What you have to do:
Take the material below and restate it word for word, stopping after the line in which "0,319px 0,383px 40px,416px" occurs.

Records provided:

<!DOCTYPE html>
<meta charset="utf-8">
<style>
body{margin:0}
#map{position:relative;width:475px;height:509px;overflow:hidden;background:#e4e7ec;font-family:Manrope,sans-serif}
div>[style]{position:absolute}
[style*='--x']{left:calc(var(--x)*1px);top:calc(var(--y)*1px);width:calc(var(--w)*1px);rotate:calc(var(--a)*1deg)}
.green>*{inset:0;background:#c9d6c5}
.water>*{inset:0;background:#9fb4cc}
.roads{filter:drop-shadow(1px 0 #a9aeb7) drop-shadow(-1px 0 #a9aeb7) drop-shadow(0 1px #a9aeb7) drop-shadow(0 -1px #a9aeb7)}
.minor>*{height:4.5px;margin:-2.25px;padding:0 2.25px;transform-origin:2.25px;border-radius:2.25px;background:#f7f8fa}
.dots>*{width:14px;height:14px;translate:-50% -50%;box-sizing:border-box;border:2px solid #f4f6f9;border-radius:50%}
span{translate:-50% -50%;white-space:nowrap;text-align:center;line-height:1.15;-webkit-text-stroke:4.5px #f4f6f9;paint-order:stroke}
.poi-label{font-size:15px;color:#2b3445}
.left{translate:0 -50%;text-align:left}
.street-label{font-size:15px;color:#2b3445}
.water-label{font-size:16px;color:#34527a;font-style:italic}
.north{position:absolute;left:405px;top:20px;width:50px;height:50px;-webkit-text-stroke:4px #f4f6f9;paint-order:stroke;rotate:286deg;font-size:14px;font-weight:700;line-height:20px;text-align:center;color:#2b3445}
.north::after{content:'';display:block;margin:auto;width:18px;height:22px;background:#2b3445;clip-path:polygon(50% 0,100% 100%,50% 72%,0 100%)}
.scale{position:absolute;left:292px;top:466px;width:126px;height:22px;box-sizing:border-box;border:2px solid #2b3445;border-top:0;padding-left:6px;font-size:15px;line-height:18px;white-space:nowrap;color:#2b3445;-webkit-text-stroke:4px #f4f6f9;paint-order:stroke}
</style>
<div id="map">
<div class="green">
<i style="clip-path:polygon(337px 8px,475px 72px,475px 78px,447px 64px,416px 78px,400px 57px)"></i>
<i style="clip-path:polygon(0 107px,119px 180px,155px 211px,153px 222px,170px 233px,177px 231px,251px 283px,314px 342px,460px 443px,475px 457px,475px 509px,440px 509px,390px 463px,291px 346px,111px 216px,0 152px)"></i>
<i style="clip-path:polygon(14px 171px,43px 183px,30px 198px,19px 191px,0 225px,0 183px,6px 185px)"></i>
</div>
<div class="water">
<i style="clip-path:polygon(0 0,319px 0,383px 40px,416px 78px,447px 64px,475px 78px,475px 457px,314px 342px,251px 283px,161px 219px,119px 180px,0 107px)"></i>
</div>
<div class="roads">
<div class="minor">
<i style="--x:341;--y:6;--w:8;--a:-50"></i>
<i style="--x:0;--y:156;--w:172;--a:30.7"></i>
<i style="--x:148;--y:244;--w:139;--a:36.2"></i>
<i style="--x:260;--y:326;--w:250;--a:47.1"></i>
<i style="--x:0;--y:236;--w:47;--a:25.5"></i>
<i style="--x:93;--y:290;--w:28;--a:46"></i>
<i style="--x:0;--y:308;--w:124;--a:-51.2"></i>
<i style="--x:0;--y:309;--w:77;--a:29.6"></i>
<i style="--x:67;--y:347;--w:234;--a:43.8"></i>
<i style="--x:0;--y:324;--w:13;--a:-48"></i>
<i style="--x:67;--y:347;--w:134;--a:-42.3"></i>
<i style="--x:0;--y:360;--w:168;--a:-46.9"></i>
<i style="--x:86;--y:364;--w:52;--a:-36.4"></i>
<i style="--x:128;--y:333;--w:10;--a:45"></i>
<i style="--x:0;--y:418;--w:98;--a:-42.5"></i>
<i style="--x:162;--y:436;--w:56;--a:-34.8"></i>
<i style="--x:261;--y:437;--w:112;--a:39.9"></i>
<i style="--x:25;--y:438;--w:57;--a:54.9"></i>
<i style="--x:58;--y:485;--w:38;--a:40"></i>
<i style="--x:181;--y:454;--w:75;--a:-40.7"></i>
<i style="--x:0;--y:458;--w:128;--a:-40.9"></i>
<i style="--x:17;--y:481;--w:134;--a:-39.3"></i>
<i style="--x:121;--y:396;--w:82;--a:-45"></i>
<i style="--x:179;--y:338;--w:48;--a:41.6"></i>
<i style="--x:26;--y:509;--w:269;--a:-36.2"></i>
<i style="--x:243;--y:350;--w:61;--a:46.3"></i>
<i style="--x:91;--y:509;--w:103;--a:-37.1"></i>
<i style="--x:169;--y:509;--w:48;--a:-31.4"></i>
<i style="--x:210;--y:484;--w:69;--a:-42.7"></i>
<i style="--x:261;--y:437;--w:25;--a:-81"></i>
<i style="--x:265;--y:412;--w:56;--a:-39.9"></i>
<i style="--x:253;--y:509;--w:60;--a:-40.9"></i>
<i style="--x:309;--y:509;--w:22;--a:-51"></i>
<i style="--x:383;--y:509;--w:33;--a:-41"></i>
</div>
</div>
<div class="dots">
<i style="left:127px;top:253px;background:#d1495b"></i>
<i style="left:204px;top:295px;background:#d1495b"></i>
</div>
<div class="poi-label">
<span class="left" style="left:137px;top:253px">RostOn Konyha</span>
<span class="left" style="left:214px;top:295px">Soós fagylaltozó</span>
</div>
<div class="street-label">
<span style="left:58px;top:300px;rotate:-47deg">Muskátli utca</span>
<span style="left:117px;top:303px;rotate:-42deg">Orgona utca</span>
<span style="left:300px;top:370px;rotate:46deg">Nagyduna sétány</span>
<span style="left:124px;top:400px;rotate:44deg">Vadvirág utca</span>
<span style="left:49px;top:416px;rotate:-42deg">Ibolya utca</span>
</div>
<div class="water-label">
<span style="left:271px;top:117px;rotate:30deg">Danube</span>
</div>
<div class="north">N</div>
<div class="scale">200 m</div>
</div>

Written solution:
<!DOCTYPE html>
<meta charset="utf-8">
<style>
body{margin:0}
#map{position:relative;width:475px;height:509px;overflow:hidden;background:#e4e7ec;font-family:Manrope,sans-serif}
div>[style]{position:absolute}
[style*='--x']{left:calc(var(--x)*1px);top:calc(var(--y)*1px);width:calc(var(--w)*1px);rotate:calc(var(--a)*1deg)}
.green>*{inset:0;background:#c9d6c5}
.water>*{inset:0;background:#9fb4cc}
.roads{filter:drop-shadow(1px 0 #a9aeb7) drop-shadow(-1px 0 #a9aeb7) drop-shadow(0 1px #a9aeb7) drop-shadow(0 -1px #a9aeb7)}
.minor>*{height:4.5px;margin:-2.25px;padding:0 2.25px;transform-origin:2.25px;border-radius:2.25px;background:#f7f8fa}
.dots>*{width:14px;height:14px;translate:-50% -50%;box-sizing:border-box;border:2px solid #f4f6f9;border-radius:50%}
span{translate:-50% -50%;white-space:nowrap;text-align:center;line-height:1.15;-webkit-text-stroke:4.5px #f4f6f9;paint-order:stroke}
.poi-label{font-size:15px;color:#2b3445}
.left{translate:0 -50%;text-align:left}
.street-label{font-size:15px;color:#2b3445}
.water-label{font-size:16px;color:#34527a;font-style:italic}
.north{position:absolute;left:405px;top:20px;width:50px;height:50px;-webkit-text-stroke:4px #f4f6f9;paint-order:stroke;rotate:286deg;font-size:14px;font-weight:700;line-height:20px;text-align:center;color:#2b3445}
.north::after{content:'';display:block;margin:auto;width:18px;height:22px;background:#2b3445;clip-path:polygon(50% 0,100% 100%,50% 72%,0 100%)}
.scale{position:absolute;left:292px;top:466px;width:126px;height:22px;box-sizing:border-box;border:2px solid #2b3445;border-top:0;padding-left:6px;font-size:15px;line-height:18px;white-space:nowrap;color:#2b3445;-webkit-text-stroke:4px #f4f6f9;paint-order:stroke}
</style>
<div id="map">
<div class="green">
<i style="clip-path:polygon(337px 8px,475px 72px,475px 78px,447px 64px,416px 78px,400px 57px)"></i>
<i style="clip-path:polygon(0 107px,119px 180px,155px 211px,153px 222px,170px 233px,177px 231px,251px 283px,314px 342px,460px 443px,475px 457px,475px 509px,440px 509px,390px 463px,291px 346px,111px 216px,0 152px)"></i>
<i style="clip-path:polygon(14px 171px,43px 183px,30px 198px,19px 191px,0 225px,0 183px,6px 185px)"></i>
</div>
<div class="water">
<i style="clip-path:polygon(0 0,319px 0,383px 40px,416px 78px,447px 64px,475px 78px,475px 457px,314px 342px,251px 283px,161px 219px,119px 180px,0 107px)"></i>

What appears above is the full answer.